When Pittsburgh even passes through most Americans’ minds, it tends to be as a cloud of smog shielding the tops of skyscrapers from the dirty streets below.
Indeed, the country was built on Pittsburgh’s labors over the last century. The steel for the western railroads, later Detroit’s cars and then towers for every city in the country, it was largely crafted here. Coal dug by the hands of thousands of Pennsylvanians in neighboring small towns was fired into the electricity that powered a nation. The Pirates, the Steelers, and later the Penguins, built sports dynasties on the backs of die hard fans, Pittsburghers who understood that celebrating their victories was the small joy of a life spent breaking backs, coughing up lungs and sacrificing for a nation in times of both war and peace.

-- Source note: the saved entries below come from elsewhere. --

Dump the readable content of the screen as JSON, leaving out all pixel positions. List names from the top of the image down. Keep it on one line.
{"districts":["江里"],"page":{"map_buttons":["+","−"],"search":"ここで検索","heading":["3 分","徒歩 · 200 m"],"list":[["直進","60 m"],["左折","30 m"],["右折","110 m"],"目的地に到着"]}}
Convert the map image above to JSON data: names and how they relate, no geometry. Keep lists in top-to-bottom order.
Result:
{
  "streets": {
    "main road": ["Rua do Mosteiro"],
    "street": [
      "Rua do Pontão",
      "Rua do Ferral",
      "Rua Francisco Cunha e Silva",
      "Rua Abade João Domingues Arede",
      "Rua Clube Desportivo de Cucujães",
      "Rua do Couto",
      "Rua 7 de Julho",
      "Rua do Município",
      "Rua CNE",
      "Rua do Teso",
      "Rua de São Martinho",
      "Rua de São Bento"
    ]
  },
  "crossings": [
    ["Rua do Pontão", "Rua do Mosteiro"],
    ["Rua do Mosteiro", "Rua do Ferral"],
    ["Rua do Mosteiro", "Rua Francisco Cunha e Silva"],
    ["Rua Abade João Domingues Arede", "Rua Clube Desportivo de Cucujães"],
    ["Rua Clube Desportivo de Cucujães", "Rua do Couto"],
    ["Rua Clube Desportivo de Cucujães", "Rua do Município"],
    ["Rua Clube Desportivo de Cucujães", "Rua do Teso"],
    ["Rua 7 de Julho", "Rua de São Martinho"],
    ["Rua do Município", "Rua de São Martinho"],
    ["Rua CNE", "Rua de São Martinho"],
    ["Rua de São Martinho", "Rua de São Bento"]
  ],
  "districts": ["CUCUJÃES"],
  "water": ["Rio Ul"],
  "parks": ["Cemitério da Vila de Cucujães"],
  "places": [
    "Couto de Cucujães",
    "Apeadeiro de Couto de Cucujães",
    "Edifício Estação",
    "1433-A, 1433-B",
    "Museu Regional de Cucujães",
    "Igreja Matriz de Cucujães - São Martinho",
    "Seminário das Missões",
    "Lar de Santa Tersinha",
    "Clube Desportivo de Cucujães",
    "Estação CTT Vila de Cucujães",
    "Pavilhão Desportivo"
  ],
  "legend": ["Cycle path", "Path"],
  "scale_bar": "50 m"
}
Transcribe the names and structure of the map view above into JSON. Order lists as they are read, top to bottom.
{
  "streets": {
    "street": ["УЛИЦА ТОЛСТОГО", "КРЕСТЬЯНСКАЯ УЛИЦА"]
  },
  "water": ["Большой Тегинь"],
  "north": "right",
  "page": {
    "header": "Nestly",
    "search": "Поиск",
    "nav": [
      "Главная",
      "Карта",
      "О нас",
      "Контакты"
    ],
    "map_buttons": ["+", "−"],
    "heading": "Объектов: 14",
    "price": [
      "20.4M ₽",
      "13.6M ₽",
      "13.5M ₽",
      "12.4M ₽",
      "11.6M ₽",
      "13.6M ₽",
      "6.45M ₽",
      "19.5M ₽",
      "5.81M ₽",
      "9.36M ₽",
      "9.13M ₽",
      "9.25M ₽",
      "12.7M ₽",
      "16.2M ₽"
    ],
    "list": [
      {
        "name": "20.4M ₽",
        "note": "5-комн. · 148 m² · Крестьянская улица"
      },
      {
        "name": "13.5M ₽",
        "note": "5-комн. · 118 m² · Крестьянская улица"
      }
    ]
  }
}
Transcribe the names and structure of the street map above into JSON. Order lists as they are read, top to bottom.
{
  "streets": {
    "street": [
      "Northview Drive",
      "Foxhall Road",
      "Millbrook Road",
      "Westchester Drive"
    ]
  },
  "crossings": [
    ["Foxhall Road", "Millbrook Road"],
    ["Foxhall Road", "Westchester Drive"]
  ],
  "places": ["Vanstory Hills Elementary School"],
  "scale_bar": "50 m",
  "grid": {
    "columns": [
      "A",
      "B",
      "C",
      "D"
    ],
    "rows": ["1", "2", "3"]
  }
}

No better a defiance, no clearer tale of how loyal Pittsburghers are to their heritage can be found than through the tale of a national act to drop the “h” from all “burghs” in the nation. Around 1890, the story goes, a national committee to standardize the spelling of names across the United States deemed all “burghs” should from thereon be known as simply “burgs”. Loyal historians, perhaps everyone, rallied together against the grammatical oppression. The city’s residents pledged their allegiance to the traditional spelling, an army of German, Polish and Irish coming together to guard their home from outside dictation. Pittsburghers are, if at times incredibly rough around the edges, fiercely loyal for nearly any citywide cause.
But the days of gray skies and pollution, big industry and dirty water, they have gone. A now shining buckle on the Rust Belt, the city rose above the plight of the times to sparkle like reclaimed steel and set an example of how it’s done to neighboring Ohio and Western New York cities like Cleveland, Cincinnati and Buffalo. No other Rust Belt metropolis has managed to regain its stature of a true American gem, though, quite like this city.
Today hipsters and scientists, punk rockers and engineers, students and nurses, bicyclists and families, they all flock to the former Steel City, newly crowned as the City of Bridges (Pittsburgh has three more bridges than Venice, Italy, the original “City of Bridges”), to build a new life, to rise their city’s trees and mountains above the plight of antiquated ideas about what these neighborhoods living on three Indian-named rivers are today. The Ohio, which in Iroquois means “Great River” is fed by the Monongahela (falling banks) and Allegheny (which means “beautiful stream” or “best flowing river of the hills”), to form a Golden Triangle the city lives within and falls all around.
Pittsburgh, Pennsylvania is the upstart. It’s the unknown. Living in the city in the 2000s, I knew I was part of something. Where typically the young and adventurous migrate to places like Portland or Austin or San Francisco, they are joining something already created, a dynasty realized decades or even generations ago. Pittsburgh, for the moment anyway, offers a chance to be a factor in the change, not just a reaper of the inevitable rewards.